Solo nel 2008 si è cominciato a indagare sui falsos positivos come vengono designati in Colombia i disgraziati uccisi per favorire le carriere e ingrassare le tasche dei vertici militari, a partire da 19 cadaveri di giovani di un sobborgo povero di Bogotà che vengono trovati in una zona remota tra Ocaña e Cimitarra, Norte de Santander. Erano stati attirati a nord con il miraggio di un buon posto di lavoro. Appena arrivati, erano stati consegnati all’esercito, trucidati per essere esibiti poi come guerriglieri delle FARC uccisi in combattimento. E poi ci sono le complicità internazionali: documenti declassificati dimostrano come la CIA e funzionari dell’Ambasciata USA fossero a conoscenza di questa politica sin dal 1994, che si intensificò durante il governo di Uribe, con il “Plan Colombia” (Gary Leech, 2012, cit.).

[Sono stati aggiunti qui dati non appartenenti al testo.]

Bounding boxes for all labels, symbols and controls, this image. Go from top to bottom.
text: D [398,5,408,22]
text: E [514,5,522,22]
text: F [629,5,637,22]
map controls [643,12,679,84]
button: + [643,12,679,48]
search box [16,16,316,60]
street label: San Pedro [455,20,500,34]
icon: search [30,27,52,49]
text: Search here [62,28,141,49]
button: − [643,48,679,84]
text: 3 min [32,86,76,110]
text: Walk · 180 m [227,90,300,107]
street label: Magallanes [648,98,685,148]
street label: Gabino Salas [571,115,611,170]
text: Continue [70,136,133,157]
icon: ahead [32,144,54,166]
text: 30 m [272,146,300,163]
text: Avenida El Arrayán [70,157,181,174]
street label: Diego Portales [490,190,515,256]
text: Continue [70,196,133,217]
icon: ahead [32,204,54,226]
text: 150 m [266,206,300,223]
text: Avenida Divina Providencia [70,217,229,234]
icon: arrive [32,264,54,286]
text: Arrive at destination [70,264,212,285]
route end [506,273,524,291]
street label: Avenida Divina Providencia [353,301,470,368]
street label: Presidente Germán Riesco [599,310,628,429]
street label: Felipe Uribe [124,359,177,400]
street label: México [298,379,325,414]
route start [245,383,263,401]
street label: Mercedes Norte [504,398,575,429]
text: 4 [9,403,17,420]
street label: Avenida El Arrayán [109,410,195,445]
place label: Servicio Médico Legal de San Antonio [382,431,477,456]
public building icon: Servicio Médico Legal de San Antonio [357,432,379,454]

Con questo retaggio di morte e di ingiustizie, con il peso di tali interessi, nazionali e internazionali, che prospettive per una pace giusta?
“La storia è un incubo dal quale cerco di uscire”, dice Stephen nell’Ulisse di Joyce.
I sondaggi degli ultimi mesi mostrano che ancora meno del 50% dei colombiani crede che i colloqui con le FARC possano avere uno sbocco positivo. Si può solo sperare che siano smentiti, che lo scetticismo si trasformi in pressione politica per arrivare a dei risultati positivi, e che le forze progressiste legate alle associazioni rurali, ai movimenti sociali, alle numerose organizzazioni di vittime e della memoria storica, gli intellettuali, la stragrande maggioranza della popolazione, riescano a imporre una svolta e a cominciare la lunga uscita dal tunnel della guerra. Una guerra che riguarda anche noi. Le multinazionali e la cocaina non hanno confini.